◆ PROVIDED MATERIAL:

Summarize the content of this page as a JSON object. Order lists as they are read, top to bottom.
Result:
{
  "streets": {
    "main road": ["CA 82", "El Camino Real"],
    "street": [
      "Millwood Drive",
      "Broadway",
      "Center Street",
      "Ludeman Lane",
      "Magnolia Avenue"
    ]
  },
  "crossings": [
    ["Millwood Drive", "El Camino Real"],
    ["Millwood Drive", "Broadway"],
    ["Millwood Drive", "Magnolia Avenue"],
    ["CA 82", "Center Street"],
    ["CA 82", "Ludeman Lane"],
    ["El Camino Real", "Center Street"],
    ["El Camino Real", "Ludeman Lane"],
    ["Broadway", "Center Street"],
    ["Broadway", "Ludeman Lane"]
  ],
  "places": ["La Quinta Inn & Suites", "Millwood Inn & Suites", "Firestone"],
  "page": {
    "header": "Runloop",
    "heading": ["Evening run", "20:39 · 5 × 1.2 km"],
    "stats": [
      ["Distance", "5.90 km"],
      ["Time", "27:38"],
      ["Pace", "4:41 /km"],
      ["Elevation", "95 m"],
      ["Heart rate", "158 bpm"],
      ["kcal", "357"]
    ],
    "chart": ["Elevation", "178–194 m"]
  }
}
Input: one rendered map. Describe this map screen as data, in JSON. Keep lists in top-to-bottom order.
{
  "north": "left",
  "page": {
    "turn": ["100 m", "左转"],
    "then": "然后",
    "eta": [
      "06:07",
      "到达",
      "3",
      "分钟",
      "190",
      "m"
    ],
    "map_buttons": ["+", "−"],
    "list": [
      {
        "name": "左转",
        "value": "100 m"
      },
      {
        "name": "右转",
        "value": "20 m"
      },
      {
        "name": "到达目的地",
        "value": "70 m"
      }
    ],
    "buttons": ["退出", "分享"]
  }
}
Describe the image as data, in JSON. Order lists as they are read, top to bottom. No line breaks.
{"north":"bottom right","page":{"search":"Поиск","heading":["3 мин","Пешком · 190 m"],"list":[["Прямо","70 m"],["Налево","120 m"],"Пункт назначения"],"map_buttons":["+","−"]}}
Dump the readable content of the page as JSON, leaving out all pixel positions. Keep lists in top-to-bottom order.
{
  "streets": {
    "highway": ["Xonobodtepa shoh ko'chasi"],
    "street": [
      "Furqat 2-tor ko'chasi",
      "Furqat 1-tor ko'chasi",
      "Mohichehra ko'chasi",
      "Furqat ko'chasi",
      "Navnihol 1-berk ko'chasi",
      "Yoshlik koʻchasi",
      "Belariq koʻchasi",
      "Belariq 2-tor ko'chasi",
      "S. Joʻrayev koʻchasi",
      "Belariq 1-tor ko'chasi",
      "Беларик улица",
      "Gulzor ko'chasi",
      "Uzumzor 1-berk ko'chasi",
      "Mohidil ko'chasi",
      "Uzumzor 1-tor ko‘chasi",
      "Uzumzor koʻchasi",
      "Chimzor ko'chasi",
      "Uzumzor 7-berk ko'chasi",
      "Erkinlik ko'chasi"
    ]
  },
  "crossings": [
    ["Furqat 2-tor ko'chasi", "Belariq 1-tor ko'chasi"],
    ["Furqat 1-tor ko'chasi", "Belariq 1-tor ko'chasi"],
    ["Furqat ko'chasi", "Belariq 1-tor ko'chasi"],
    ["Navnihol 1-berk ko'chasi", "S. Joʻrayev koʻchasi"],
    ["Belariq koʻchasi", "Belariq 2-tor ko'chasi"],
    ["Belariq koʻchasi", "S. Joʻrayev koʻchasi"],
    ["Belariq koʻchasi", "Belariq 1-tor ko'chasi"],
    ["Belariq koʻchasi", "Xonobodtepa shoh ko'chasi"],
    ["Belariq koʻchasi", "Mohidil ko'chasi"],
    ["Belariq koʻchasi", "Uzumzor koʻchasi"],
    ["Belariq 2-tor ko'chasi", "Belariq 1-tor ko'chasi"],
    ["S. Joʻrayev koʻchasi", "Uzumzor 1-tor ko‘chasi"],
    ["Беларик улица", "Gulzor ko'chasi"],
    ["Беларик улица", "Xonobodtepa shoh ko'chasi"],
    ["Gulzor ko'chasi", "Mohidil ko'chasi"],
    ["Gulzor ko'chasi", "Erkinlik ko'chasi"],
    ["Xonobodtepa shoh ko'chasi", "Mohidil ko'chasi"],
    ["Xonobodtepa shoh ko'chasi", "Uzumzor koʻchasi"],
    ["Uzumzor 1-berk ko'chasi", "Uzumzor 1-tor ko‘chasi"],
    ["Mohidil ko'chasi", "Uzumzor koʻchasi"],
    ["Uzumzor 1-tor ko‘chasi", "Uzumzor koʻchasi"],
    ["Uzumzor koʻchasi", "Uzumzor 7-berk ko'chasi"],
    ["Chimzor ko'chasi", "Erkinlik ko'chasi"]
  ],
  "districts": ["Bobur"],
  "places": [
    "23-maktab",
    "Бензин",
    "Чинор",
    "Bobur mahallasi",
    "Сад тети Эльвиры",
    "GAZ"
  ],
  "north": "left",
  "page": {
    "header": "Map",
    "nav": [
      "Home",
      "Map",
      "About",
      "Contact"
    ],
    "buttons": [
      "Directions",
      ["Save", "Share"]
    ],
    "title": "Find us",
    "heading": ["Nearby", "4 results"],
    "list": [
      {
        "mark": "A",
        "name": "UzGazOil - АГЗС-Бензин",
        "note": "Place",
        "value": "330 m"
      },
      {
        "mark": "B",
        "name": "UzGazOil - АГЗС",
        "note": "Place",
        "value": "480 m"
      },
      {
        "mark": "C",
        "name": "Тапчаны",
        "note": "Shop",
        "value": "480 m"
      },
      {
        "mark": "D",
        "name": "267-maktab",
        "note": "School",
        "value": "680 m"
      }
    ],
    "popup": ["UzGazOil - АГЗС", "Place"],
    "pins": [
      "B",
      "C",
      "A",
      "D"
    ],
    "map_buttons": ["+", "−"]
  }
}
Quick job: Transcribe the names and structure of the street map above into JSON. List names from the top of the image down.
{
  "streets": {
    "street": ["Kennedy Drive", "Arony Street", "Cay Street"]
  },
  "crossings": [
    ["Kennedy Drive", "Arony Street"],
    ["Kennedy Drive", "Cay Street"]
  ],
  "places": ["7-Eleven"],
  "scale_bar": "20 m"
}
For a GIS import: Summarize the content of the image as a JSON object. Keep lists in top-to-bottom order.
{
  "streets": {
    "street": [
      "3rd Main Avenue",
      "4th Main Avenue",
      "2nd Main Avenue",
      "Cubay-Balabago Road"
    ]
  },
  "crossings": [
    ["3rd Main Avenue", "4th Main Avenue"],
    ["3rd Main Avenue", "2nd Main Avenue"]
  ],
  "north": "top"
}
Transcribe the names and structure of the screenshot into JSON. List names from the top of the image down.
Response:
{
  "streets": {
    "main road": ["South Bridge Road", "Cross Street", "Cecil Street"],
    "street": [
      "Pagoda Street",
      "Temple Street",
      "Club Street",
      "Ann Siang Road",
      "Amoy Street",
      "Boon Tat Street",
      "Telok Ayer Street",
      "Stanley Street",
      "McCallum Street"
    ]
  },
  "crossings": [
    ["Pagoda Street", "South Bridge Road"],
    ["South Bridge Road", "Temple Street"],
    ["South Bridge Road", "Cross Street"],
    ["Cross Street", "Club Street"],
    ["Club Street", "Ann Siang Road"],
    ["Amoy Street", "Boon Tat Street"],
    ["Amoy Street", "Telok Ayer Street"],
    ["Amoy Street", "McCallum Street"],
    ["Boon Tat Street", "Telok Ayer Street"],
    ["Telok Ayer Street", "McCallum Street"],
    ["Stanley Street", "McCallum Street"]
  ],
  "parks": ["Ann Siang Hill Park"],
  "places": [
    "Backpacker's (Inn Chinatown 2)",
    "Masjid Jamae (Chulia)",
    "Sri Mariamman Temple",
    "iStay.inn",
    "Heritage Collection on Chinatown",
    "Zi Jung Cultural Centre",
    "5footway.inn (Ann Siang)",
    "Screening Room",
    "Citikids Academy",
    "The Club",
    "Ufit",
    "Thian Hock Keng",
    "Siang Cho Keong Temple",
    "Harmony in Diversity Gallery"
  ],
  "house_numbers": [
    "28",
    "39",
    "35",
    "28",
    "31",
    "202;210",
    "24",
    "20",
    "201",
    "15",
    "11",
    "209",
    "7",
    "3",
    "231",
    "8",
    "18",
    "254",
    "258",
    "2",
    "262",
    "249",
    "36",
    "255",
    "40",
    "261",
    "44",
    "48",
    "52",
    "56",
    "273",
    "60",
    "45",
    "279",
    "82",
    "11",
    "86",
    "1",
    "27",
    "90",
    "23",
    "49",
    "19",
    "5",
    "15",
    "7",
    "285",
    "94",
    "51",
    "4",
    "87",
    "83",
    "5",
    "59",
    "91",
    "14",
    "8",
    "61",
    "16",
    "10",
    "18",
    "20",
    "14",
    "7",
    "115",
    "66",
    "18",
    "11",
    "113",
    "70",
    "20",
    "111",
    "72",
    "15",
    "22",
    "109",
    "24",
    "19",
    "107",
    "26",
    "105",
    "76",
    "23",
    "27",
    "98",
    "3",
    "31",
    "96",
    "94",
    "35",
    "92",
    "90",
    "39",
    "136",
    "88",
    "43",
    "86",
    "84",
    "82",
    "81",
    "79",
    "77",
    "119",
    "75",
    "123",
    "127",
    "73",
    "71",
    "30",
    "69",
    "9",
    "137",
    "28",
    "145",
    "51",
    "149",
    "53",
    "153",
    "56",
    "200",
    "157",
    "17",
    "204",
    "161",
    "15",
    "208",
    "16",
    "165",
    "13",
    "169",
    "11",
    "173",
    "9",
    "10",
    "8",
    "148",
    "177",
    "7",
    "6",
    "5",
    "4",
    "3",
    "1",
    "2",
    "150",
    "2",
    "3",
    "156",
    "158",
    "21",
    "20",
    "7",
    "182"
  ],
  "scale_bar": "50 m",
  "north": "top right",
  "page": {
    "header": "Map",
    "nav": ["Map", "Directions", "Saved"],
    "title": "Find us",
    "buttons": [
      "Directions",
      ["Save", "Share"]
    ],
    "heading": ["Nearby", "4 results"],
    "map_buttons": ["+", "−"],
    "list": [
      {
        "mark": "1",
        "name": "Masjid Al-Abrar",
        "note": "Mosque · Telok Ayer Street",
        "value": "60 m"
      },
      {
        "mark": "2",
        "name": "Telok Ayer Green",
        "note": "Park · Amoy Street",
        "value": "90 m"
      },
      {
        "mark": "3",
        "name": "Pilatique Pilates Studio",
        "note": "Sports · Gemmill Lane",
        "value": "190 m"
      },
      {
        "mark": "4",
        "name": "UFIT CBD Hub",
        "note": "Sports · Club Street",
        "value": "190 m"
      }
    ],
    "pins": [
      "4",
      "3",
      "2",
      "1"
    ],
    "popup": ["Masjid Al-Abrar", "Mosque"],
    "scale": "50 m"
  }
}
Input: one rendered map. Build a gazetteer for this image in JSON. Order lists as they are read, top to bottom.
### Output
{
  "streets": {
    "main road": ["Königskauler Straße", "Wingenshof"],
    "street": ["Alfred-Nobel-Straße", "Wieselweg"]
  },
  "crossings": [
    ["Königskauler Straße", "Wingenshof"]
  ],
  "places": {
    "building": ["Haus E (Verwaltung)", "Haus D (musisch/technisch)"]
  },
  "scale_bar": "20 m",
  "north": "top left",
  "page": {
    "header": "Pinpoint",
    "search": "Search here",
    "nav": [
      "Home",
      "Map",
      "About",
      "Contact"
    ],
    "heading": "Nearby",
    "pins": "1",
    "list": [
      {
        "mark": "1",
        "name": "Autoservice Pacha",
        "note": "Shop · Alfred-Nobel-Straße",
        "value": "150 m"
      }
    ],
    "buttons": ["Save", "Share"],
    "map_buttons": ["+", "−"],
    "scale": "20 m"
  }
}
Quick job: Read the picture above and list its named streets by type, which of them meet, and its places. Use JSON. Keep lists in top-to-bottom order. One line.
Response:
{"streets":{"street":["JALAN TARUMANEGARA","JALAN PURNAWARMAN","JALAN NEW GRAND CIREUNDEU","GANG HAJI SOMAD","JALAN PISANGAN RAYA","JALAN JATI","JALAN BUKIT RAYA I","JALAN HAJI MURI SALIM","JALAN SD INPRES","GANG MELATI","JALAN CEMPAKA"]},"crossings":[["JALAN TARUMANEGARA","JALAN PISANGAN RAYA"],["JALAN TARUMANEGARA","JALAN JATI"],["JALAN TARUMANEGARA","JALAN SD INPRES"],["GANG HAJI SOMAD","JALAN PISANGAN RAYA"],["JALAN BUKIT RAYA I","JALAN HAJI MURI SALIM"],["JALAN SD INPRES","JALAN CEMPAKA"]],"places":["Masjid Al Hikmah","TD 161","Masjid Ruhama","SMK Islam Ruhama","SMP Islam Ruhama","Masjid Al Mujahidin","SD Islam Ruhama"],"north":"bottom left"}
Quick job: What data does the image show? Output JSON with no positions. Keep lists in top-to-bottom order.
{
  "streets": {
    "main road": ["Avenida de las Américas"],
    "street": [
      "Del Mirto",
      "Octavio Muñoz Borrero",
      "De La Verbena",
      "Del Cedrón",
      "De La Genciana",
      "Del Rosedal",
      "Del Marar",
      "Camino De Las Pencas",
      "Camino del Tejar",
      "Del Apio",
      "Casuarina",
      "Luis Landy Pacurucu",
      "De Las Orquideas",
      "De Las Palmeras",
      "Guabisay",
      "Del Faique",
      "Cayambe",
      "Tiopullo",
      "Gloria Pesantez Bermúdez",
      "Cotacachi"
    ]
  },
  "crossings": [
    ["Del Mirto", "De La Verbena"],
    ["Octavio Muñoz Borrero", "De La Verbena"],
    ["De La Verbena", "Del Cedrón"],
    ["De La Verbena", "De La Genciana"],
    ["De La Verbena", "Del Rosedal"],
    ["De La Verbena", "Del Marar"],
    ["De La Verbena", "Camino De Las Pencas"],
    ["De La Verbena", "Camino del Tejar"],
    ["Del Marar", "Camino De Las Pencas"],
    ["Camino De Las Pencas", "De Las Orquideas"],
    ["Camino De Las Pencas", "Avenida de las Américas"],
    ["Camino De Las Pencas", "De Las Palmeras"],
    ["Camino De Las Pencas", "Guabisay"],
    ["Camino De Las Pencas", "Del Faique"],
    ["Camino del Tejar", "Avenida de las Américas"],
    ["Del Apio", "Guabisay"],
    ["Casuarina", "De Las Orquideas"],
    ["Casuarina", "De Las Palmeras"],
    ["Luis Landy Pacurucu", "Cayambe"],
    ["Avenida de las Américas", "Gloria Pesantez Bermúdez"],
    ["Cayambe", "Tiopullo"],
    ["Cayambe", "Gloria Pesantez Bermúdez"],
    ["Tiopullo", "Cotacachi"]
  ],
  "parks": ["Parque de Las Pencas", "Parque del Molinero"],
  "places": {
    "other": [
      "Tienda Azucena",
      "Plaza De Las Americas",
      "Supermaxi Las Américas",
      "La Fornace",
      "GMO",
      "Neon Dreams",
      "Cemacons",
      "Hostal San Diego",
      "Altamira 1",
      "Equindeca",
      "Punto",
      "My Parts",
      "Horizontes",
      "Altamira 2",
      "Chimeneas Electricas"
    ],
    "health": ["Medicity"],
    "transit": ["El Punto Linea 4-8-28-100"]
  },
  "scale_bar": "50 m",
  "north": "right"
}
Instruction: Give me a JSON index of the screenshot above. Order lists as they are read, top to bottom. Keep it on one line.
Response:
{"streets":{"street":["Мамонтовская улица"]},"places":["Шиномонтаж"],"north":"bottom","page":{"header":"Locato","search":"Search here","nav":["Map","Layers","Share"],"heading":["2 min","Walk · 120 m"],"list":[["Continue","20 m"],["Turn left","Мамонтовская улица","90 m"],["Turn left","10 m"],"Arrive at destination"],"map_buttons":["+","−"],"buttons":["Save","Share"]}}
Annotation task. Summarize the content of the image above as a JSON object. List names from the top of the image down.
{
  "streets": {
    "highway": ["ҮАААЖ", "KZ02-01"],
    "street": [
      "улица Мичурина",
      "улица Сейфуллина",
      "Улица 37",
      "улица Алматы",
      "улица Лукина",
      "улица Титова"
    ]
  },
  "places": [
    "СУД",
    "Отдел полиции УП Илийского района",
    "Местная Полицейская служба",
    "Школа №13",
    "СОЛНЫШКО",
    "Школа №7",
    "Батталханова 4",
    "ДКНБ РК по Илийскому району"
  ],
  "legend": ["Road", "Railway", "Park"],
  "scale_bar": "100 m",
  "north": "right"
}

◆ PROBLEM DETAILS:
Your answer should be the lines from the one that contains "Annotation task. Summarize" through the last line of the material, copied exactly.

◆ FINISHED TASK:
Annotation task. Summarize the content of the image above as a JSON object. List names from the top of the image down.
{
  "streets": {
    "highway": ["ҮАААЖ", "KZ02-01"],
    "street": [
      "улица Мичурина",
      "улица Сейфуллина",
      "Улица 37",
      "улица Алматы",
      "улица Лукина",
      "улица Титова"
    ]
  },
  "places": [
    "СУД",
    "Отдел полиции УП Илийского района",
    "Местная Полицейская служба",
    "Школа №13",
    "СОЛНЫШКО",
    "Школа №7",
    "Батталханова 4",
    "ДКНБ РК по Илийскому району"
  ],
  "legend": ["Road", "Railway", "Park"],
  "scale_bar": "100 m",
  "north": "right"
}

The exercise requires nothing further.